I also do remember the piece by motherboard on Soylent

https://www.youtube.com/watch?v=t8NCigh54jg

Fair, they were a small operation back then, but even if it might not tell you how they work now, it certainly shows you how low the standards are. Their facilities don't even have to be inspected, ... at all.

So you are too tired to cook, but fit enough to run? And usually I have to get dressed, have to shower, pack up my things, work over my schedule, read some mails, activities where I can have something on the stove at the same time. If something needs 10 minutes to cook I am not staring into the pot for the duration.
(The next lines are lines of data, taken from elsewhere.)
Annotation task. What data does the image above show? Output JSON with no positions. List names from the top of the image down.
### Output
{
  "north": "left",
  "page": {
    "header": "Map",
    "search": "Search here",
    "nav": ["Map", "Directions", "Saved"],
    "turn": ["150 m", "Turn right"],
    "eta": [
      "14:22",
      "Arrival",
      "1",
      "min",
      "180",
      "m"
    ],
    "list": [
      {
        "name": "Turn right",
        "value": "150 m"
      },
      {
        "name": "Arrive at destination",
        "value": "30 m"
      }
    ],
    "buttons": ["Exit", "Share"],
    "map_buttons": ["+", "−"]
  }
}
The composition of the ingredients does not tell me how they know, where they buy, anything in beyond. I rather see food, touch it, smell it, know where it's from, I don't really bother about whether the fish I just bought has 1 gram fat more or less, that's not the "quality" in food I am looking for.
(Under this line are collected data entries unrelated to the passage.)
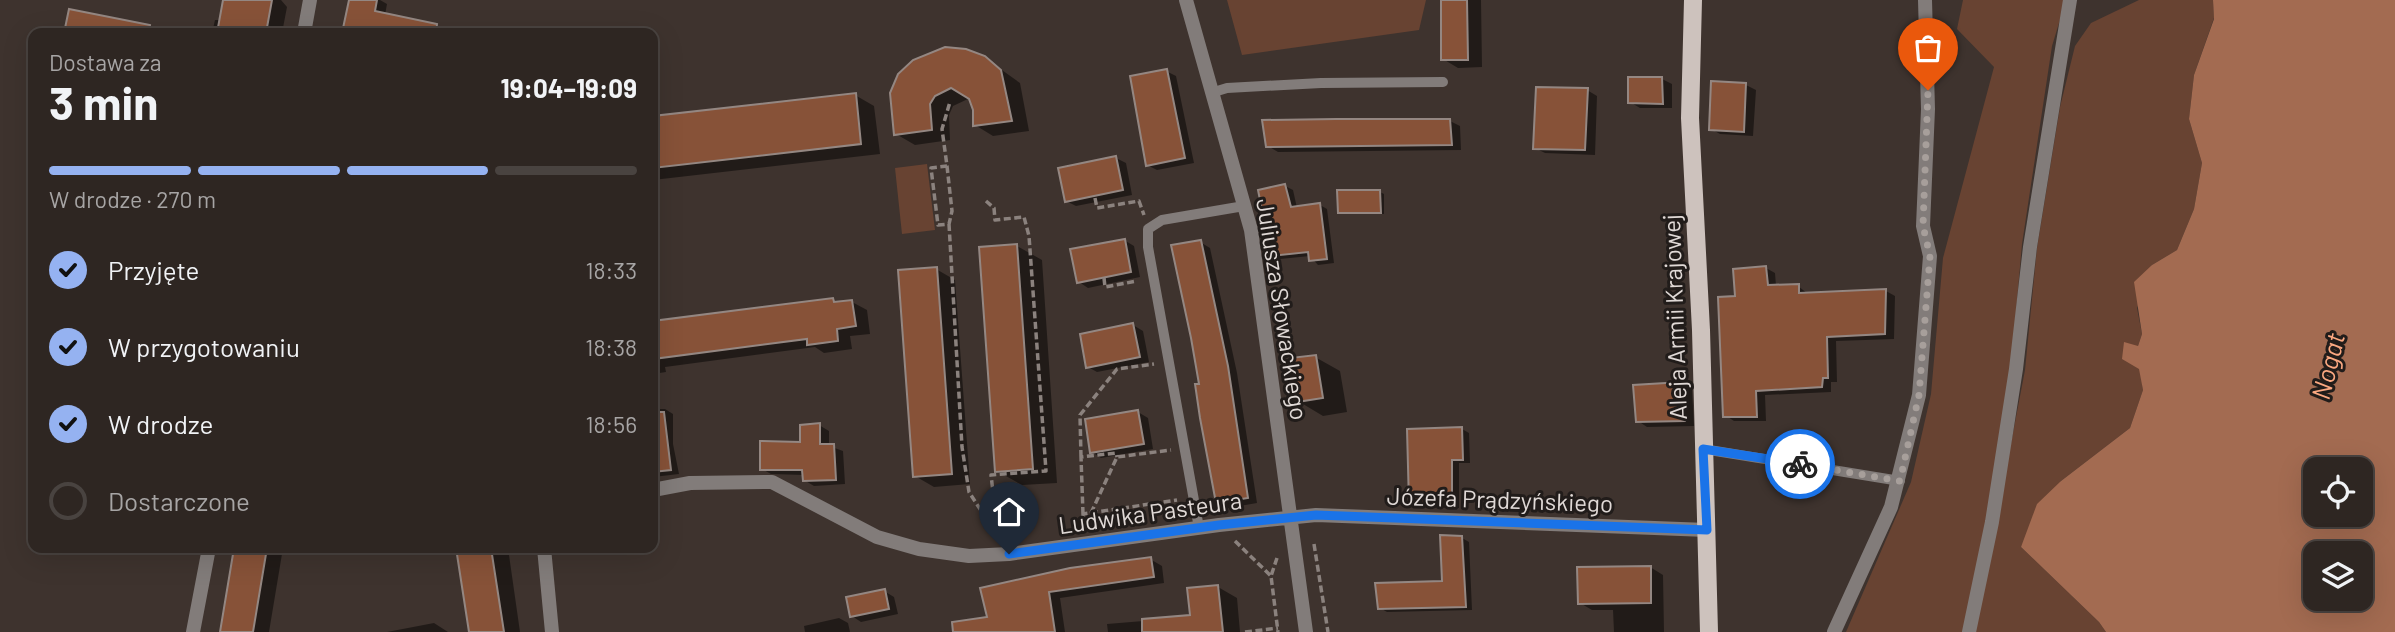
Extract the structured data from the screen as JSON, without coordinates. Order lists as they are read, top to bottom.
{
  "streets": {
    "main road": ["Aleja Armii Krajowej"],
    "street": ["Juliusza Słowackiego", "Józefa Prądzyńskiego", "Ludwika Pasteura"]
  },
  "crossings": [
    ["Juliusza Słowackiego", "Józefa Prądzyńskiego"],
    ["Juliusza Słowackiego", "Ludwika Pasteura"],
    ["Aleja Armii Krajowej", "Józefa Prądzyńskiego"],
    ["Józefa Prądzyńskiego", "Ludwika Pasteura"]
  ],
  "water": ["Nogat"],
  "page": {
    "heading": ["3 min", "Dostawa za", "19:04–19:09"],
    "bar": "W drodze · 270 m",
    "list": [
      ["Przyjęte", "18:33"],
      ["W przygotowaniu", "18:38"],
      ["W drodze", "18:56"],
      "Dostarczone"
    ]
  }
}
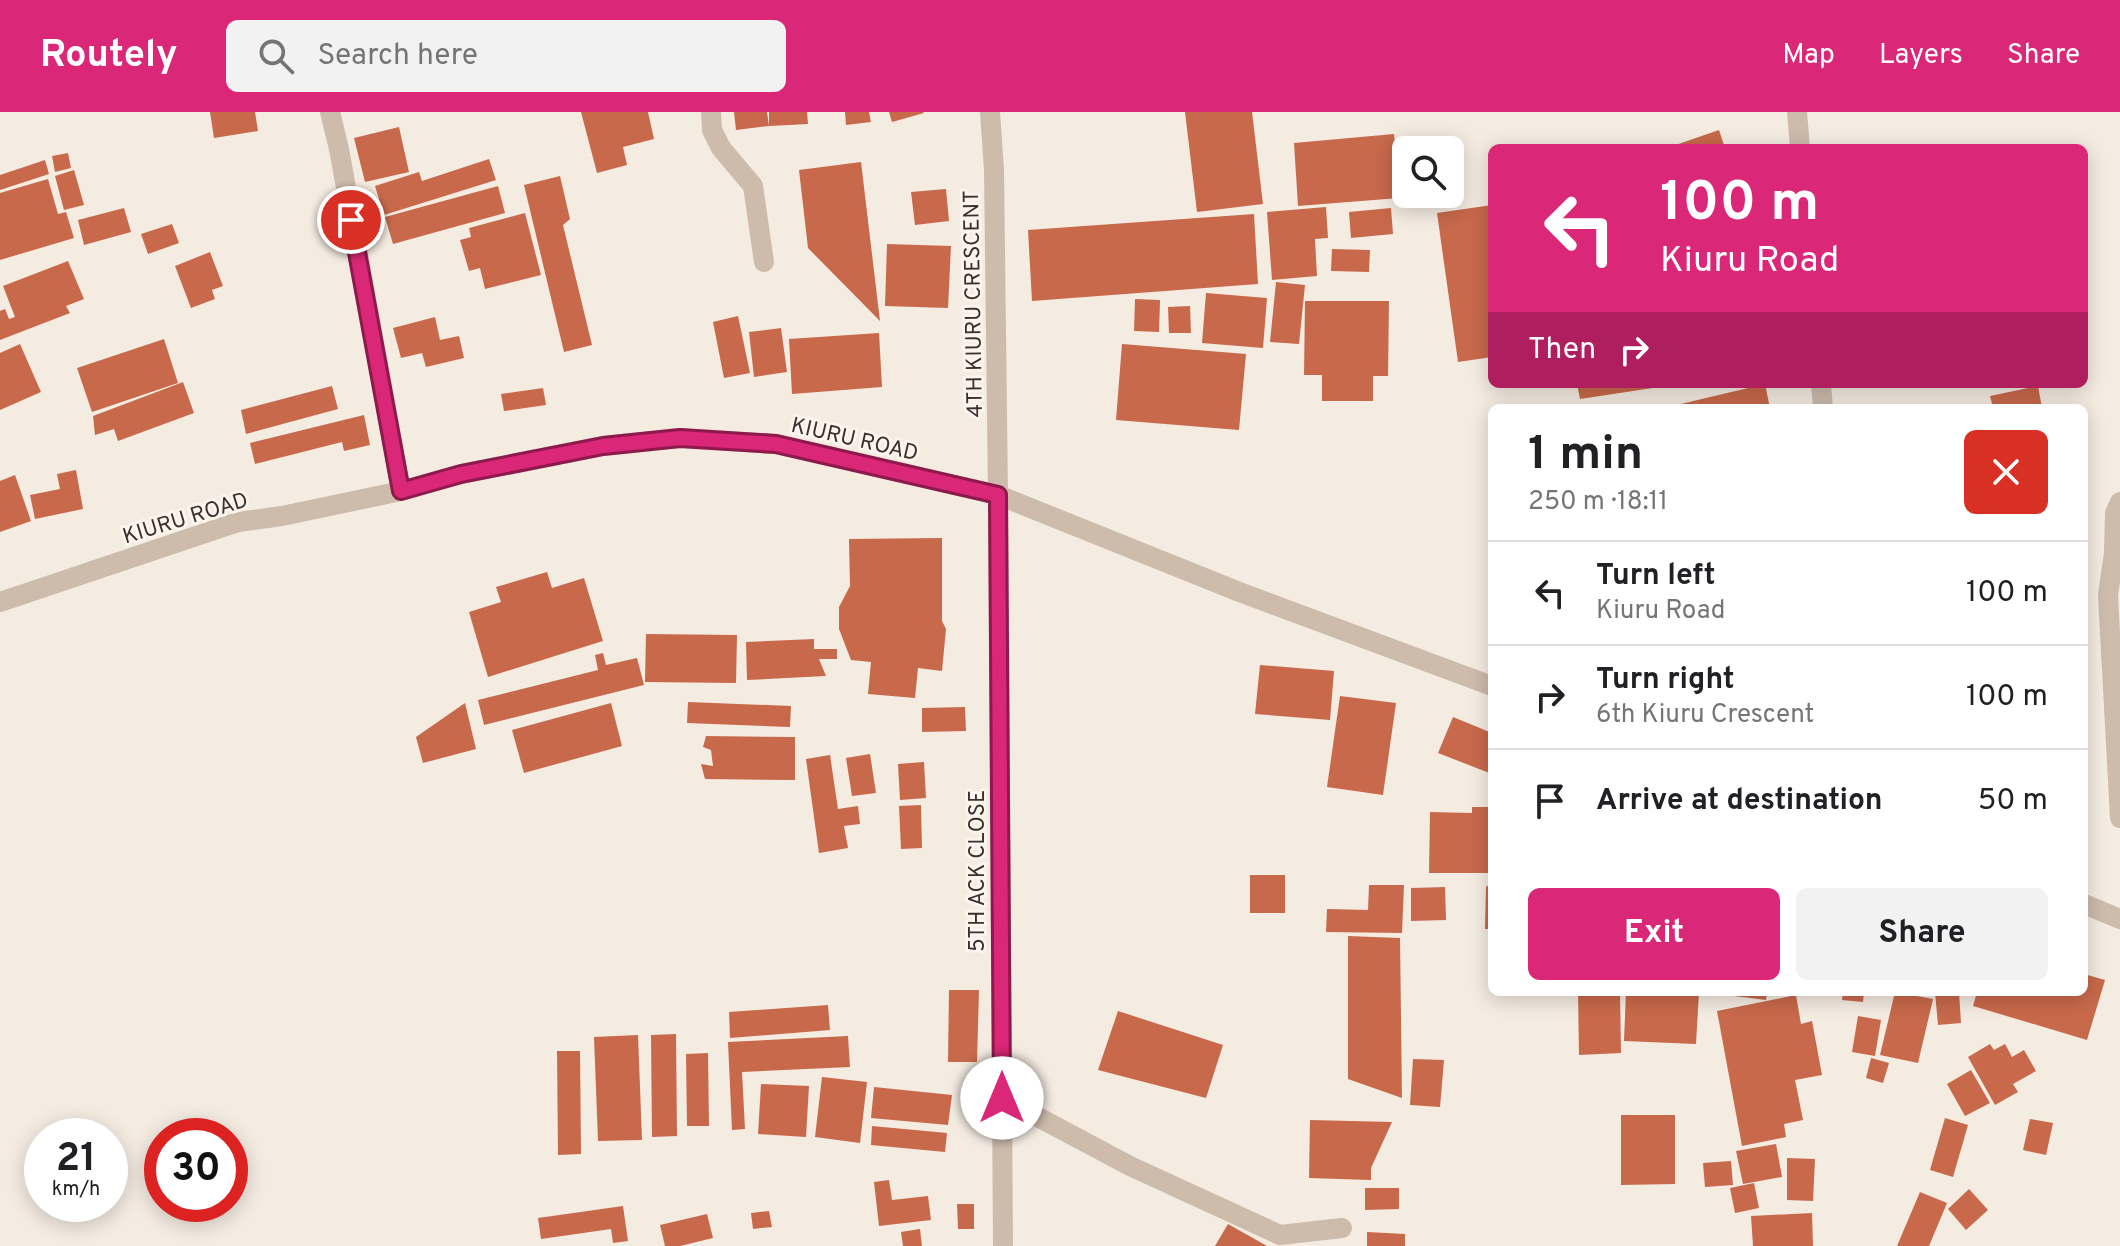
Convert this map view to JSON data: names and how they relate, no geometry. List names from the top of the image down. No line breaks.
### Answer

> 1) it can replace any meal 2) while not having to replace every meal, it certainly insinuates it can..

So...your beef with Soylent is that they insinuate that every meal can be replaced? You're free to enjoy food however you want, but you do realize just because they insinuate it, you don't have to follow that right?

> So you are to tired to cook, but fit enough to run? And usually I have to get dressed, have to shower, back up my things, work over my schedule, activities where I can have something on the stove at the same time. If something needs 10 minutes to cook I am not staring into the pot for the duration.

Not wanting to cook doesn't translate into an inability to cook. I'd much rather not spend the time in the morning if I don't need to, and Soylent allows more freedom in my schedule.


> your beef with Soylent is that they insinuate that every meal can be replaced

Their kick starter didn't insinuate this, it explicitly said you could use it as a 100% meal replacement.

Here's what happens in Soylent threads:

Someone says how great this new thing is, this new total meal replacement

Someone else says that liquid meal replacements are not new

Some people will say that they're not marketed as 100% liquid meal replacements (they are, to medical professionals)

Other people point out the problems of Soylent marketing ("puts everyone in perfect health"!!) and the problems with 100% liquid feeds (the risks are acceptable in ill people, but probably not in well people)

People then say that of course it's not a 100% meal replacement, and no-one would ever use it like that.

Soylent isn't new; the early marketing was amazingly irresponsible; and the early creation was irresponsible. They've pulled back from many of their earlier claims, and most people have stopped saying that it's a 100% meal replacement. So now we're left with a dull product that has no differentiation from all the other products on the market that have existed for many years.


Actually the reason we changed the language was because people thought it was an all or nothing proposition.